“Living With Earl” finds its voice in reading by author & new audio edition

Tom Lambert will read from "Living With Earl" Saturday at 1 p.m. in the Wood County Public Library.


BG Independent News

Some people were surprised when Tom Lambert wrote a book.

Some people even took umbrage at what they saw his literary pretensions. After all, didn’t he flunk English?

And Lambert, a cabinet maker by trade, admits he didn’t spend much time in the library either, though he did tend bar at Howard’s Club H when it was located where the Wood County Library now sits.

Yet talking to Lambert, it’s clear the man loves a story, and he put the effort into writing some of them down. The result was the book “Living With Earl” which he self-published a year ago. It’s available at Grounds for Thought and Finders downtown as well as online from Amazon or at his website livingwithearl.com.

The book recounts Lambert’s interactions with a mysterious visitor, Earl, who claims to be Mark Twain. Though he’s a spectral presence, he still has mortal needs like food, coffee and getting his laundry done.

Lambert will revisit the site of his old haunts, when he reads from “Living With Earl” Saturday, Dec. 10, at 1 p.m. in the atrium of the Wood County Library.

The reading comes in conjunction with the completion of an audio version of the book, which will be available on Amazon.  Professional actor Brian Schell, who Lambert said has a voice similar to Motel 6 pitchman Tom Bodett’s, gives voice to Lambert’s adventures with his quirky visitor.

Lambert, 70, said the book grew out of daily Facebook posts in which he attributed sundry witticisms to Earl, a name he pulled out of thin air. “On this date, according to Earl, the first Dalmatian was spotted” was a typical one.  Lambert would put the posts together in the 40 minutes he had in the morning before heading off to work. The posts garnered the stray like or two.  Disappointed by the seeming lack of reaction, Lambert announced, that he would cease posting the Earl jokes. He was flooded with protests, and the suggestion he pull some of these stories together into a book.

Along the way Earl had decided he was Mark Twain. The book is a series of vignettes that have Lambert and the strong-willed Earl, talking, disputing, eating, shooting pool, visiting various area locales.

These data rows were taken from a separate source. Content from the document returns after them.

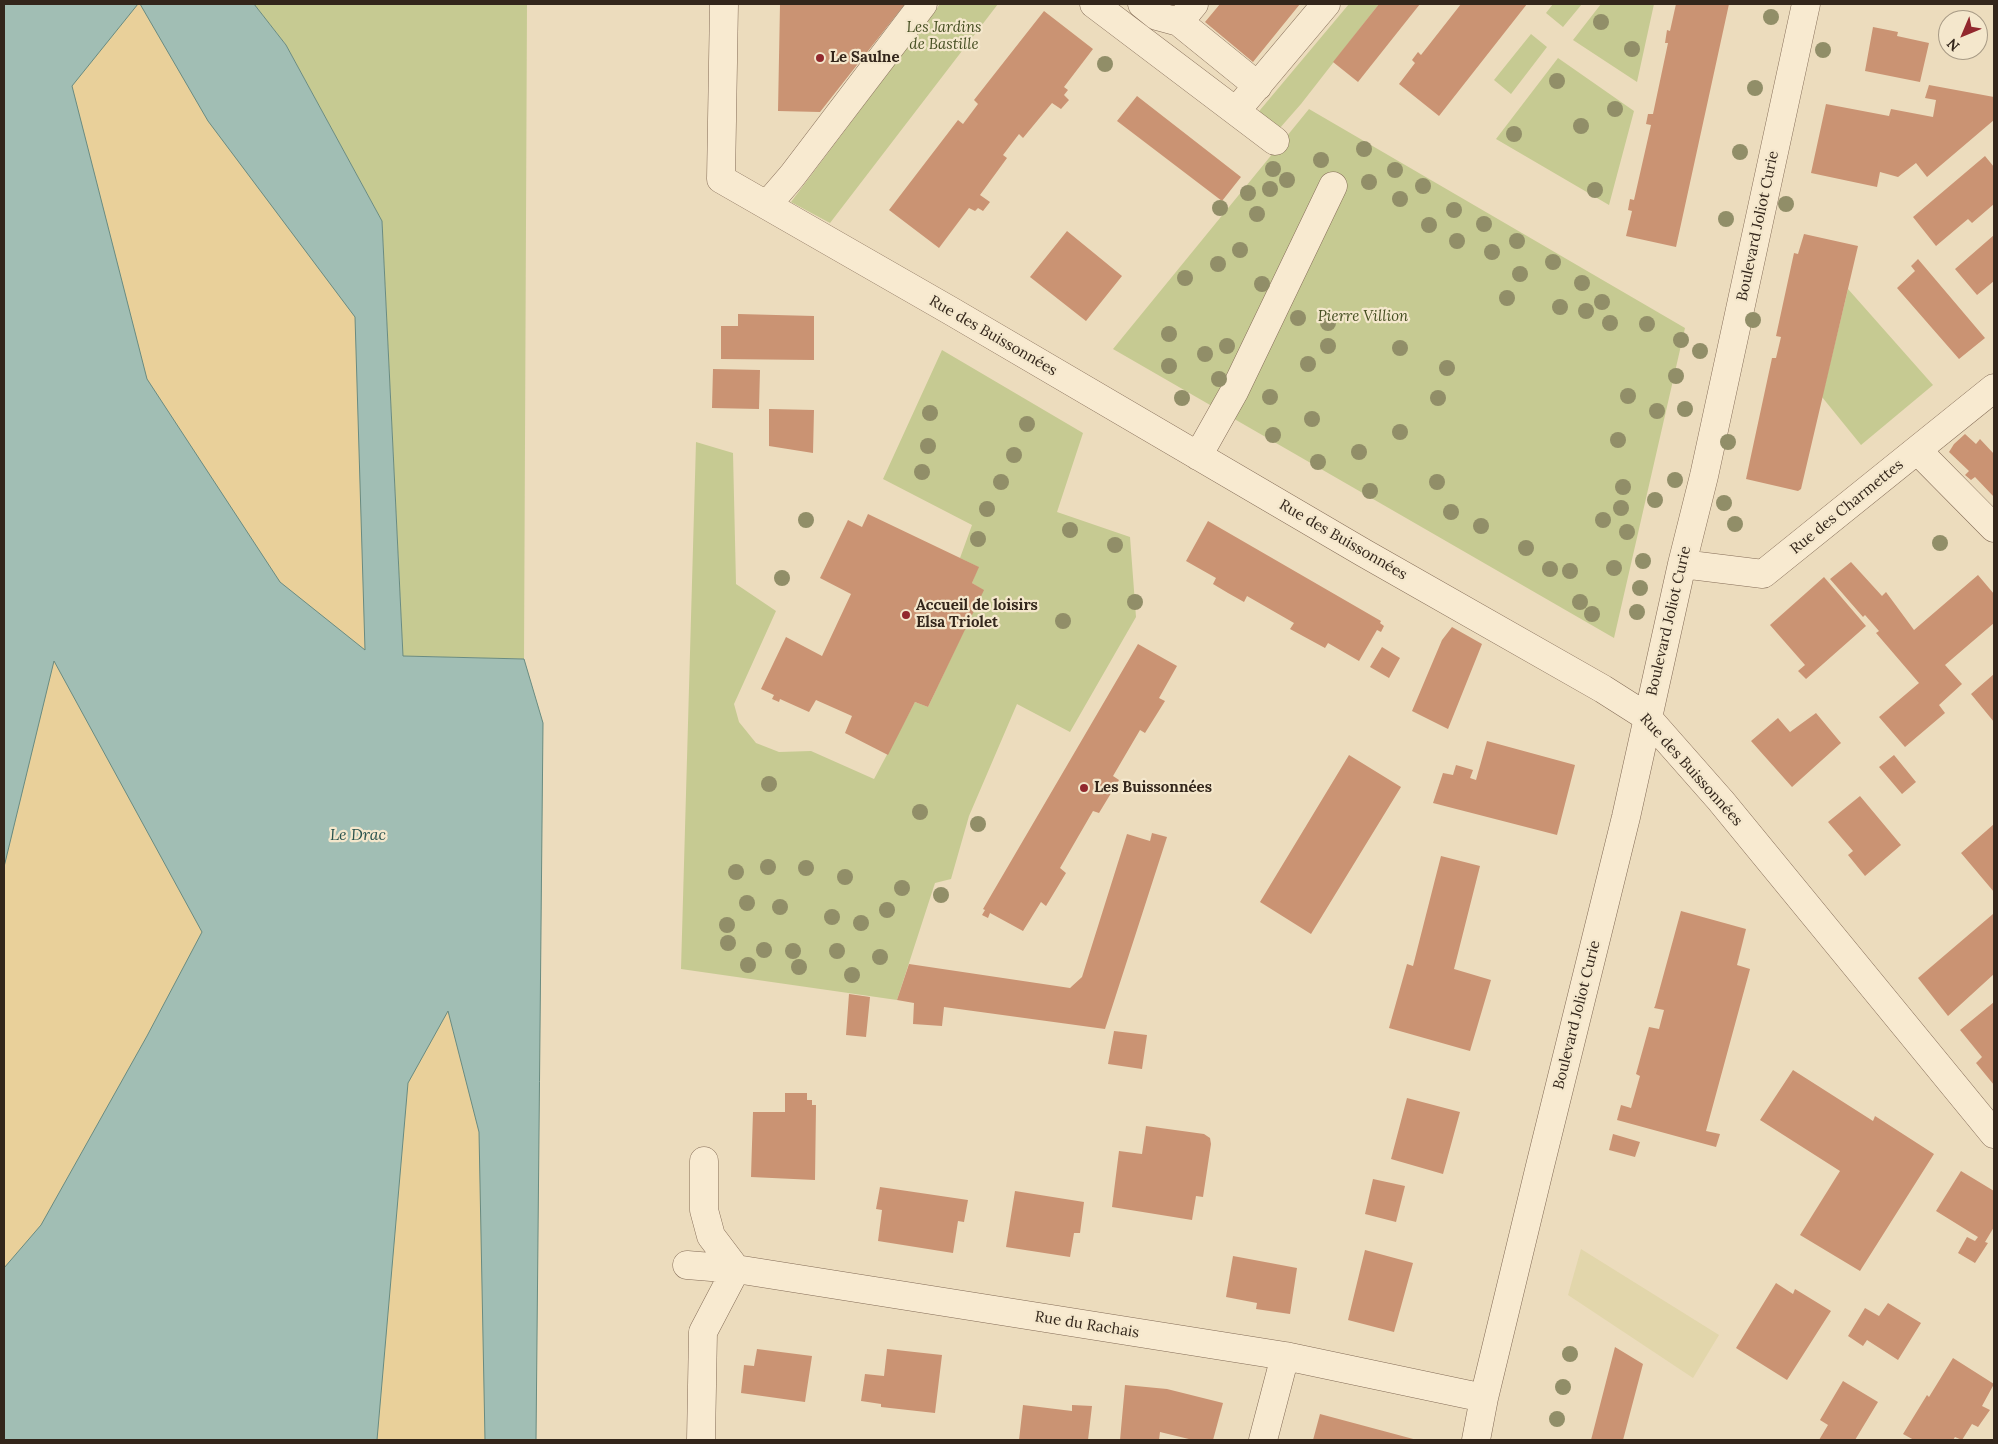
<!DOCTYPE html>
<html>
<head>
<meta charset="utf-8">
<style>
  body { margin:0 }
  #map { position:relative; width:1998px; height:1444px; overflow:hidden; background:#ecdcbd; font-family:Lora,serif }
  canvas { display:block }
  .frame { position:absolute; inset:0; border:5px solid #33261b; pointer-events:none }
  .north { position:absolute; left:1938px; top:10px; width:50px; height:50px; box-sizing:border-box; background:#f4e7cc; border:1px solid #a79a85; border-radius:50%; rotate:225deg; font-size:14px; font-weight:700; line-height:20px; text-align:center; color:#33261b }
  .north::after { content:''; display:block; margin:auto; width:18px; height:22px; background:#92282e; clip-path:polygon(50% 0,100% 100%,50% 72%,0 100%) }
</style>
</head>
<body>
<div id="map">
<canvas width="1998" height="1444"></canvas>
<div class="frame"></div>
<div class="north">N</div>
</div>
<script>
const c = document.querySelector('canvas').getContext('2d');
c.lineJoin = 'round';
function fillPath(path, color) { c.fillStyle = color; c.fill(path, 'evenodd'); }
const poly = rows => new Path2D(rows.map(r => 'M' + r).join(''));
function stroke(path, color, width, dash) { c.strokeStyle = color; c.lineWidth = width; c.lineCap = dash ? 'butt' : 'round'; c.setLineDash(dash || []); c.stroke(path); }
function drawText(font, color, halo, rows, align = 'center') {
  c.font = font + ' Lora,serif'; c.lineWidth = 4.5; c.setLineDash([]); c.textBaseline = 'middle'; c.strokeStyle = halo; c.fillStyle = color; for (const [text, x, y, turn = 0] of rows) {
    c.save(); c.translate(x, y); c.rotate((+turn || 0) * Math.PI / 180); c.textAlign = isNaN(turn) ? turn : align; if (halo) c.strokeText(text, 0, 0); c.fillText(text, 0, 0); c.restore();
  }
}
fillPath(poly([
  [1581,1249,1719,1335,1693,1378,1568,1295]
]), '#e2d6ab');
fillPath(poly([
  [254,4,527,4,524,659,403,656,382,221,286,45],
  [940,4,998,4,830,223,791,202],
  [1349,4,1379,4,1301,104,1272,137,1250,122],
  [1553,4,1582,4,1563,27,1546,13],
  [1601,4,1654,4,1637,82,1573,40],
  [1531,34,1547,47,1511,94,1494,80],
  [1558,58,1634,111,1609,205,1496,139],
  [1309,109,1685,328,1614,638,1113,349],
  [1848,289,1933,385,1861,445,1822,397],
  [942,350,1083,433,1057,512,1130,537,1136,617,1070,732,1017,704,969,816,951,879,935,883,897,1000,681,969,696,442,733,453,736,584,776,611,734,704,739,722,756,743,779,752,811,751,874,779,915,702,928,707,983,590,972,583,978,567,960,558,972,525,883,479]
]), '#c6ca92');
fillPath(poly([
  [4,4,254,4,286,45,382,221,403,656,524,659,543,723,536,1440,4,1440]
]), '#e9d09a');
const water = poly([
  [4,4,138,4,72,86,147,379,280,582,365,650,355,317,208,121,140,4,254,4,286,45,382,221,403,656,524,659,543,723,536,1440,485,1440,479,1132,448,1011,408,1083,377,1440,4,1440,4,1268,41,1225,147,1036,202,932,54,661,4,867,4,4]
]);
fillPath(water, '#a1beb4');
stroke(water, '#698b81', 1);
fillPath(poly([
  [780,4,905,4,820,112,778,111],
  [1220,4,1300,4,1253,62,1205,22],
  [1379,4,1420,4,1358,82,1333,62],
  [1461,4,1527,4,1439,116,1399,84,1415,63,1412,60,1418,52,1421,55],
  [1676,4,1729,4,1676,247,1626,236,1632,211,1628,210,1630,199,1634,200,1651,125,1646,124,1648,114,1653,114,1668,43,1665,43,1667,30,1670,31],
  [1044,11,1093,49,1064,87,1068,90,1064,95,1069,100,1061,109,1052,103,1023,138,1019,134,1003,155,1007,158,980,195,990,202,983,211,978,208,975,211,969,208,939,248,889,210,958,120,963,124,978,104,974,100],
  [1873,27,1898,32,1897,36,1929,43,1920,82,1865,71],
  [1929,85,1994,97,1994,120,1927,177,1916,163,1898,177,1880,172,1877,187,1811,173,1826,104,1889,116,1891,109,1933,117,1936,100,1925,98],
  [1137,96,1241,177,1222,201,1117,121],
  [1985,156,1994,167,1994,204,1972,223,1968,219,1936,246,1913,217],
  [1067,231,1122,276,1086,321,1030,277],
  [1804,234,1858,246,1801,489,1798,491,1746,479,1772,358,1776,358,1781,337,1776,336,1794,253,1798,254],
  [1994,235,1994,281,1977,295,1955,269],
  [1918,259,1985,338,1959,359,1897,288,1915,271,1911,266],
  [738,314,814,316,814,360,721,359,721,326,738,326],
  [713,369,760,370,759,409,712,408],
  [769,409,814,410,813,453,769,446],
  [1965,434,1976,444,1980,439,1994,454,1994,497,1975,477,1971,480,1965,475,1969,471,1949,452,1954,444],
  [868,514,979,567,972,583,984,590,928,707,915,702,888,755,845,733,852,716,816,700,809,712,780,699,779,702,772,699,774,695,761,689,786,637,822,656,851,594,820,578,848,520,862,527],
  [1208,521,1381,621,1380,623,1384,626,1381,632,1377,630,1359,661,1328,643,1325,648,1290,629,1294,623,1247,596,1244,602,1228,593,1213,584,1216,578,1186,561],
  [1851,562,1882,596,1886,592,1914,630,1978,575,1994,594,1994,623,1945,665,1962,684,1939,705,1945,713,1905,747,1879,717,1919,683,1876,633,1879,631,1865,615,1863,617,1830,579],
  [1824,577,1866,626,1806,679,1798,671,1805,665,1770,625],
  [1452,627,1482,644,1448,729,1412,711,1442,640],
  [1138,644,1177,666,1159,698,1165,701,1145,733,1140,730,1113,776,1119,780,1099,813,1093,811,1060,868,1066,873,1046,906,1041,902,1023,931,990,913,988,918,982,915,985,910,983,909],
  [1382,647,1400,658,1389,678,1370,667],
  [1994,674,1994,722,1971,694],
  [1816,713,1841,743,1792,787,1751,741,1778,718,1790,732],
  [1487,741,1575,765,1557,835,1433,803,1443,773,1453,775,1456,765,1473,770,1470,778,1476,780],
  [1349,755,1401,787,1311,934,1260,902],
  [1894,755,1916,782,1902,794,1879,767],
  [1860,796,1901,845,1865,876,1848,855,1853,851,1828,822],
  [1994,824,1994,892,1961,853],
  [1152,833,1167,837,1105,1029,944,1007,942,1026,913,1024,914,1003,897,1000,909,964,1070,988,1082,977,1127,834,1150,841],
  [1441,856,1480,866,1454,969,1491,980,1470,1051,1389,1028,1407,964,1413,966],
  [1681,911,1746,929,1737,965,1750,969,1706,1131,1720,1134,1716,1147,1617,1120,1621,1105,1631,1108,1640,1076,1636,1074,1649,1027,1659,1029,1664,1010,1654,1008,1655,1006],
  [1993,914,1994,916,1994,974,1948,1016,1918,978],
  [849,994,870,997,866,1037,846,1035],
  [1994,1002,1994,1085,1976,1063,1982,1057,1960,1030],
  [1114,1031,1147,1035,1142,1069,1108,1064],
  [1793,1070,1873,1121,1875,1116,1934,1154,1860,1271,1800,1235,1840,1171,1760,1120],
  [785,1093,807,1093,807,1100,812,1100,812,1105,816,1105,815,1180,751,1177,753,1112,785,1112],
  [1407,1098,1460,1112,1443,1174,1391,1159],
  [1146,1126,1204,1134,1210,1138,1211,1144,1203,1197,1196,1196,1192,1220,1112,1207,1119,1151,1142,1154],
  [1613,1134,1640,1142,1635,1157,1609,1150],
  [1961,1171,1994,1191,1994,1227,1985,1242,1988,1243,1975,1263,1958,1253,1967,1237,1975,1241,1978,1237,1936,1211],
  [1373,1179,1405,1186,1396,1222,1365,1214],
  [880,1187,968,1200,964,1222,958,1221,953,1253,878,1241,882,1210,876,1209],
  [1015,1191,1084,1202,1080,1233,1074,1233,1070,1257,1006,1247],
  [1365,1250,1413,1263,1394,1332,1348,1320],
  [1233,1256,1297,1268,1290,1314,1256,1309,1257,1303,1226,1297],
  [1776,1283,1793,1294,1795,1289,1831,1311,1787,1380,1736,1348],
  [1888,1303,1921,1323,1898,1360,1867,1340,1863,1346,1848,1336,1865,1308,1879,1316],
  [1615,1347,1643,1364,1623,1440,1591,1440],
  [757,1349,812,1356,805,1402,741,1393,744,1365,754,1366],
  [887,1349,942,1355,935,1413,881,1407,881,1404,861,1401,865,1374,884,1376],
  [1953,1358,1994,1384,1982,1406,1990,1410,1978,1427,1972,1424,1962,1440,1955,1437,1953,1440,1914,1440,1903,1434,1927,1395,1929,1397],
  [1843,1381,1878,1402,1855,1440,1819,1440,1828,1425,1820,1420],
  [1125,1385,1167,1389,1223,1403,1213,1440,1193,1440,1160,1432,1159,1440,1120,1440],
  [1023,1405,1072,1411,1072,1405,1092,1406,1088,1440,1019,1440],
  [1320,1414,1417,1440,1313,1440]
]), '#ca9373');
const minor = poly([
  [724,4,721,179,951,311,1364,553,1603,689,1647,717,1721,801,1994,1134],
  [1094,4,1275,141],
  [1142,4,1157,16,1179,22,1194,4],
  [1179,22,1258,86],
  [1236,111,1326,4],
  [767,205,792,176,923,4],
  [1917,450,1994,528],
  [1198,456,1234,392,1333,186],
  [1682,564,1763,574,1994,388],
  [704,1161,704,1210,711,1236,736,1269],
  [687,1265,736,1269,1285,1356,1484,1398],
  [701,1440,703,1332,736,1269],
  [1263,1440,1285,1356],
  [1476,1440,1484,1398,1540,1166,1626,817,1682,564,1704,476,1806,4]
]);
stroke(minor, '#846c57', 29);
stroke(minor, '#f8ead0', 28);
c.fillStyle = '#918e68';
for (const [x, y] of [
  [1771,17],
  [1601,22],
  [1632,49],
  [1823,50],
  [1105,64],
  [1557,81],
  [1755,88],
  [1615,109],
  [1581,126],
  [1514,134],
  [1364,149],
  [1740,152],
  [1321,160],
  [1273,169],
  [1395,170],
  [1287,180],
  [1369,182],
  [1423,186],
  [1270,189],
  [1595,190],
  [1248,193],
  [1400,199],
  [1786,204],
  [1220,208],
  [1454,210],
  [1257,214],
  [1726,219],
  [1484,224],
  [1429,225],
  [1457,241],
  [1517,241],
  [1240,250],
  [1492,252],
  [1553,262],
  [1218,264],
  [1520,274],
  [1185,278],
  [1582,283],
  [1262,284],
  [1507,298],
  [1602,302],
  [1560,307],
  [1586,311],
  [1298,318],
  [1753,320],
  [1328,323],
  [1610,323],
  [1647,324],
  [1169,334],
  [1681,340],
  [1227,346],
  [1328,346],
  [1400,348],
  [1700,351],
  [1205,354],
  [1308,364],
  [1169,366],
  [1447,368],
  [1676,376],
  [1219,379],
  [1628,396],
  [1270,397],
  [1182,398],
  [1438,398],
  [1685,409],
  [1657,411],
  [930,413],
  [1312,419],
  [1027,424],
  [1400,432],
  [1273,435],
  [1618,440],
  [1728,442],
  [928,446],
  [1359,452],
  [1014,455],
  [1318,462],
  [922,472],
  [1675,480],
  [1001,482],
  [1437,482],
  [1623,487],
  [1370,491],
  [1655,500],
  [1724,503],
  [1621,508],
  [987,509],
  [1451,512],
  [806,520],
  [1603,520],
  [1735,524],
  [1481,526],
  [1070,530],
  [1627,532],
  [978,539],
  [1940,543],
  [1115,545],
  [1526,548],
  [1643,561],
  [1614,568],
  [1550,569],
  [1570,571],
  [782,578],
  [1640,588],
  [1135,602],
  [1580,602],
  [1637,612],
  [1592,614],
  [1063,621],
  [769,784],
  [920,812],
  [978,824],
  [768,867],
  [806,868],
  [736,872],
  [845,877],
  [902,888],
  [941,895],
  [747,903],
  [780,907],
  [887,910],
  [832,917],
  [861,923],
  [727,925],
  [728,943],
  [764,950],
  [793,951],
  [837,951],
  [880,957],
  [748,965],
  [799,967],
  [852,975],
  [1570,1354],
  [1563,1387],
  [1557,1419]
]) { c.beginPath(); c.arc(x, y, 8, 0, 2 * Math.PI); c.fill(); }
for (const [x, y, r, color] of [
  [820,58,5,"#92282e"],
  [906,615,5,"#92282e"],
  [1084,788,5,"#92282e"]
]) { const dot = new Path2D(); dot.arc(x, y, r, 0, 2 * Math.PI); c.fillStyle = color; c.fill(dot); stroke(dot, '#f4e7cc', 2); }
drawText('italic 15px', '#464f22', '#f4e7cc', [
  ["Les Jardins",944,28],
  ["de Bastille",944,45],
  ["Pierre Villion",1363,317]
]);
drawText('bold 15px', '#33261b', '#f4e7cc', [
  ["Le Saulne",830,58],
  ["Accueil de loisirs",916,606],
  ["Elsa Triolet",916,623],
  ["Les Buissonnées",1094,788]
], 'left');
drawText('15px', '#33261b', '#f4e7cc', [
  ["Boulevard Joliot Curie",1758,226,-78],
  ["Rue des Buissonnées",993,336,30],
  ["Rue des Charmettes",1847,507,-39],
  ["Rue des Buissonnées",1343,540,30],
  ["Boulevard Joliot Curie",1669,621,-77],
  ["Rue des Buissonnées",1691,770,48],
  ["Boulevard Joliot Curie",1577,1015,-76],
  ["Rue du Rachais",1087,1325,9]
]);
drawText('italic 16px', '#2a534e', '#f4e7cc', [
  ["Le Drac",358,835]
]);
</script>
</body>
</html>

Some of the stories about Lambert are true, others about Earl are made up, and much of the material lies in the netherworld between fact and fancy. Lambert caps off each one with a quotation from Twain that may or may not relate to the story.

Lambert sold nearly 800 copies, both in a hard copies and on Kindle. Thanks to a benefactor, there’s one in every Veterans Administration hospital in the country.

One of the stories in the book tells how Earl, who had absconded with a Mark Twain impersonator’s speaking fees, assisted a woman traveling to see her dying son in a VA hospital.

Lambert said he has gotten encouragement along the way. “People would tell me when I wrote letters, ‘you express yourself well.’” He also audited a few writing classes at Bowling Green State University, and got favorable reactions  from professors as he did from mystery writer Judy Fitzwater. She taught a writing workshop at the 577 Foundation that Lambert took after he’d finished his book.

Both Fitzwater and poet Howard McCord, a retired BGSU professor, wrote blurbs for the back of the book.

Being an author has brought surprises, including how much time is spent actually promoting the book. Gone are the days when a writer would produce the manuscript and turn it over to a publisher.

Now, he said, “everyone’s scratching to make a living.”

Lambert added, “I never thought I’d get as much adverse reaction from people I know, and such adulation from people I don’t know. … I’m living proof that everybody has a book in them.”

Now he’s working to show that he has a second book in him. The sequel to “Living With Earl,” he said, is about half done. That’s another story.